Subvertir la garde à vue … en garde à vue

paru dans lundimatin#144, le 1er mai 2018

Samedi 14 avril 2018, les policiers nous agressent. Ils gazent tout au long de l’après-midi. Ils chargent, frappent. Ils participent pleinement à un groupement commettant des violences sur personnes. Puis ils interpellent en masse, déchaînés, devant le magasin Carrefour près de l’Université alors que le cortège rentrait tranquillement à la fac. 51 arrestations. Le commissariat central de Montpellier voit toutes ses cellules de gardes à vue se remplir.

« Pendant quelques secondes je me suis demandé s’il ne valait pas mieux retourner au lit et dormir jusqu’à l’aube, mais plusieurs raisons me sont venues à l’esprit pour ne pas le faire. »
Roberto Bolaño, Les détectives sauvages

« Les autres évocations de cette soirée retentissaient en moi bien plus fort »
Hermann Hesse, Le loup des steppes

« C’est en effet la considération de ce qui s’est passé pour moi ce premier jour et du retour ultérieur, à cette occasion, sur certaines prémisses déjà anciennes,au demeurant très inexplicables, des faits en question, que j’entends faire jaillir une lueur nouvelle »
André Breton, L’amour fou

En garde à vue

Tout comme la violence démesurée exercée contre les manifestants, l’objectif des gardes à vue est de briser physiquement et psychologiquement le/la détenu.e. Conditions déshumanisantes et humiliations, les gardes à vue françaises sont des zones de non droit (tout comme l’est la France macronienne de manière générale).

Il faut en prendre compte et organiser la résistance en conséquence. Comment saboter ce dispositif autoritaire ? Comment faire en sorte qu’il n’arrive pas à ses fins ? Si, isolé.es, la situation s’avère bien différente, quand nous sommes arrêté.e.s en groupe, nous avons la possibilité d’en faire un moment de nouvelles complicités et d’amitié.

C’est à partir de cette réflexion que les détenus de la Cellule 3 ont tenté très tôt de s’organiser. Nous étions d’abord deux, puis trois, puis quatre quand Ben nous a rejoint avec son fauteuil roulant, dans une cellule prévue pour une personne. La seule banquette n’était d’ailleurs pas utilisable. Une mousse pleine de pisse la jonchait. Comme toutes les cellules, la nôtre sentait le vomi. Nous avons vécu un long moment en promiscuité et dans la crasse, mais nous nous souviendrons toute notre vie de ce moment et de notre rencontre qui fut fête. Nous nous connaissions seulement de vue avant de nous retrouver ensemble à lutter de l’intérieur du commissariat.

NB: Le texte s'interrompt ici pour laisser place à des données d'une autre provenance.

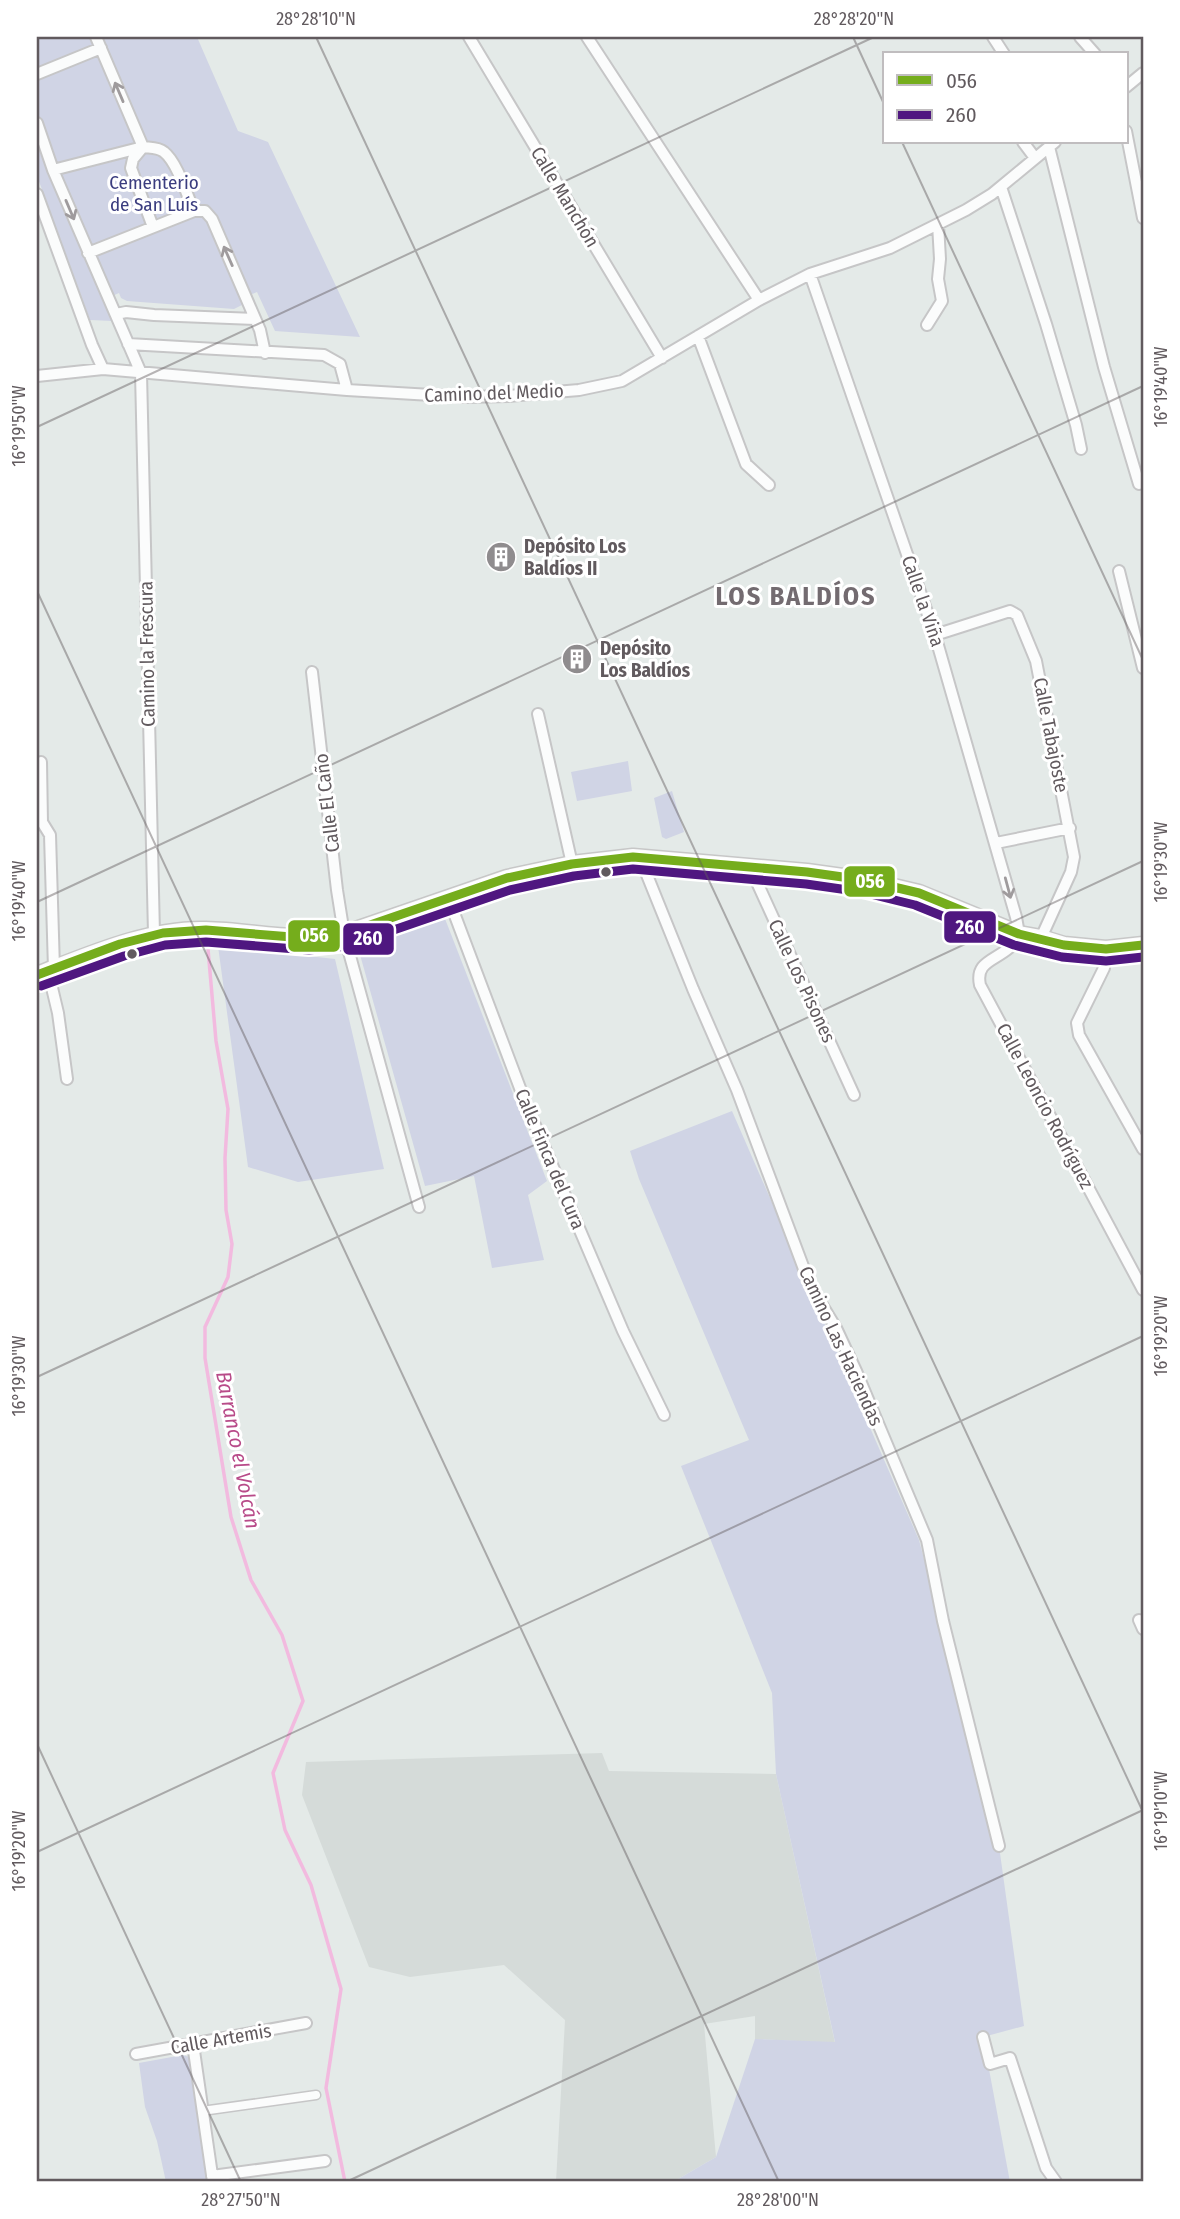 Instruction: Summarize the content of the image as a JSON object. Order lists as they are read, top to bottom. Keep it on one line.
{"streets":{"street":["Calle Manchón","Camino del Medio","Calle la Viña","Camino la Frescura","Calle Tabajoste","Calle El Caño","Calle Los Pisones","Calle Leoncio Rodríguez","Calle Finca del Cura","Camino Las Haciendas","Calle Artemis"]},"crossings":[["Calle Manchón","Camino del Medio"],["Camino del Medio","Calle la Viña"],["Camino del Medio","Camino la Frescura"],["Calle la Viña","Calle Tabajoste"],["Calle la Viña","Calle Leoncio Rodríguez"]],"districts":["LOS BALDÍOS"],"water":["Barranco el Volcán"],"parks":["Cementerio de San Luís"],"places":{"building":["Depósito Los Baldíos II","Depósito Los Baldíos"]},"lines":["transit line 056","transit line 260"],"legend":["056","260"],"coordinates":["28°28'10\"N","28°28'20\"N","16°19'40\"W","16°19'50\"W","16°19'30\"W","16°19'20\"W","16°19'10\"W","28°27'50\"N","28°28'00\"N"]}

Nous étions Mathieu, Nathan, Louis et Benjamin, et nous voulons écrire nos mémoires de garde à vue dans l’espoir que cela puisse inspirer, encourager les autres camarades. Nous savons que nous sommes loin d’être les seuls à avoir fait le genre de choses que nous avons fait, mais nous voulons mettre notre petite pierre à l’édifice. Une camarade, de la Cellule 6 - qui avait un visu sur la nôtre, se joint d’ailleurs à nous pour écrire ce texte collectif.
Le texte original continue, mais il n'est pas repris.